_WORK TASK_
The answer must be the full set of records, repeated exactly.

_EXERCISE DATA_
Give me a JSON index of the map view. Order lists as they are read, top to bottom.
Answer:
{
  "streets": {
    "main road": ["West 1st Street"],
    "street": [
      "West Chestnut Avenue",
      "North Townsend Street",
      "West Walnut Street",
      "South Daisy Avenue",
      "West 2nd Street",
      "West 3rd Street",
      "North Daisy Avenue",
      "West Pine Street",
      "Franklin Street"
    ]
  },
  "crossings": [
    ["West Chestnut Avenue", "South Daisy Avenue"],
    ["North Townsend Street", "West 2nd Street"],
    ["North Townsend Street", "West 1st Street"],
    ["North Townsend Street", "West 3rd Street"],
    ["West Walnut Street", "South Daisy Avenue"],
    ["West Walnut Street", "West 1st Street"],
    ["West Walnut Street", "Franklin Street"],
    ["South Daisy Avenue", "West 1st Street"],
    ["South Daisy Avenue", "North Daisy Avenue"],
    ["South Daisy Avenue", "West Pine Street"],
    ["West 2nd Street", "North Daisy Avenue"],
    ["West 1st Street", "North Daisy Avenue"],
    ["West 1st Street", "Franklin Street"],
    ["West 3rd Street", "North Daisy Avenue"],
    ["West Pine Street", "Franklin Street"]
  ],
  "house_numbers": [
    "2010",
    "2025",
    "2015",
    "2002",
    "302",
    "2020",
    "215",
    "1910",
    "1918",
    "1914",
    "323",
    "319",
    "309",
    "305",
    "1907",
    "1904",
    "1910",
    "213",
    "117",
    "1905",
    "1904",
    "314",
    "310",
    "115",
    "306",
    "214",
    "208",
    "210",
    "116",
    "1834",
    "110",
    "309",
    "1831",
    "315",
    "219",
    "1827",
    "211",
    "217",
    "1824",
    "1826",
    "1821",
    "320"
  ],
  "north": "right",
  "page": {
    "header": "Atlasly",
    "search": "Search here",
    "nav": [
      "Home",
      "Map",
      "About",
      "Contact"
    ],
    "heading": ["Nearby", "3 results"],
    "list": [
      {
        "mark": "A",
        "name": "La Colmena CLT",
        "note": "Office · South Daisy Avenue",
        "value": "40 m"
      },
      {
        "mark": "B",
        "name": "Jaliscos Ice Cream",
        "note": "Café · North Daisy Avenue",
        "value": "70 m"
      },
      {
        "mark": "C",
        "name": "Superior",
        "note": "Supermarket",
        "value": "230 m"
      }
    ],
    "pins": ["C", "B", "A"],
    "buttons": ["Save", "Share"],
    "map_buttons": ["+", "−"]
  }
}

_TASK ANSWER_
Give me a JSON index of the map view. Order lists as they are read, top to bottom.
Answer:
{
  "streets": {
    "main road": ["West 1st Street"],
    "street": [
      "West Chestnut Avenue",
      "North Townsend Street",
      "West Walnut Street",
      "South Daisy Avenue",
      "West 2nd Street",
      "West 3rd Street",
      "North Daisy Avenue",
      "West Pine Street",
      "Franklin Street"
    ]
  },
  "crossings": [
    ["West Chestnut Avenue", "South Daisy Avenue"],
    ["North Townsend Street", "West 2nd Street"],
    ["North Townsend Street", "West 1st Street"],
    ["North Townsend Street", "West 3rd Street"],
    ["West Walnut Street", "South Daisy Avenue"],
    ["West Walnut Street", "West 1st Street"],
    ["West Walnut Street", "Franklin Street"],
    ["South Daisy Avenue", "West 1st Street"],
    ["South Daisy Avenue", "North Daisy Avenue"],
    ["South Daisy Avenue", "West Pine Street"],
    ["West 2nd Street", "North Daisy Avenue"],
    ["West 1st Street", "North Daisy Avenue"],
    ["West 1st Street", "Franklin Street"],
    ["West 3rd Street", "North Daisy Avenue"],
    ["West Pine Street", "Franklin Street"]
  ],
  "house_numbers": [
    "2010",
    "2025",
    "2015",
    "2002",
    "302",
    "2020",
    "215",
    "1910",
    "1918",
    "1914",
    "323",
    "319",
    "309",
    "305",
    "1907",
    "1904",
    "1910",
    "213",
    "117",
    "1905",
    "1904",
    "314",
    "310",
    "115",
    "306",
    "214",
    "208",
    "210",
    "116",
    "1834",
    "110",
    "309",
    "1831",
    "315",
    "219",
    "1827",
    "211",
    "217",
    "1824",
    "1826",
    "1821",
    "320"
  ],
  "north": "right",
  "page": {
    "header": "Atlasly",
    "search": "Search here",
    "nav": [
      "Home",
      "Map",
      "About",
      "Contact"
    ],
    "heading": ["Nearby", "3 results"],
    "list": [
      {
        "mark": "A",
        "name": "La Colmena CLT",
        "note": "Office · South Daisy Avenue",
        "value": "40 m"
      },
      {
        "mark": "B",
        "name": "Jaliscos Ice Cream",
        "note": "Café · North Daisy Avenue",
        "value": "70 m"
      },
      {
        "mark": "C",
        "name": "Superior",
        "note": "Supermarket",
        "value": "230 m"
      }
    ],
    "pins": ["C", "B", "A"],
    "buttons": ["Save", "Share"],
    "map_buttons": ["+", "−"]
  }
}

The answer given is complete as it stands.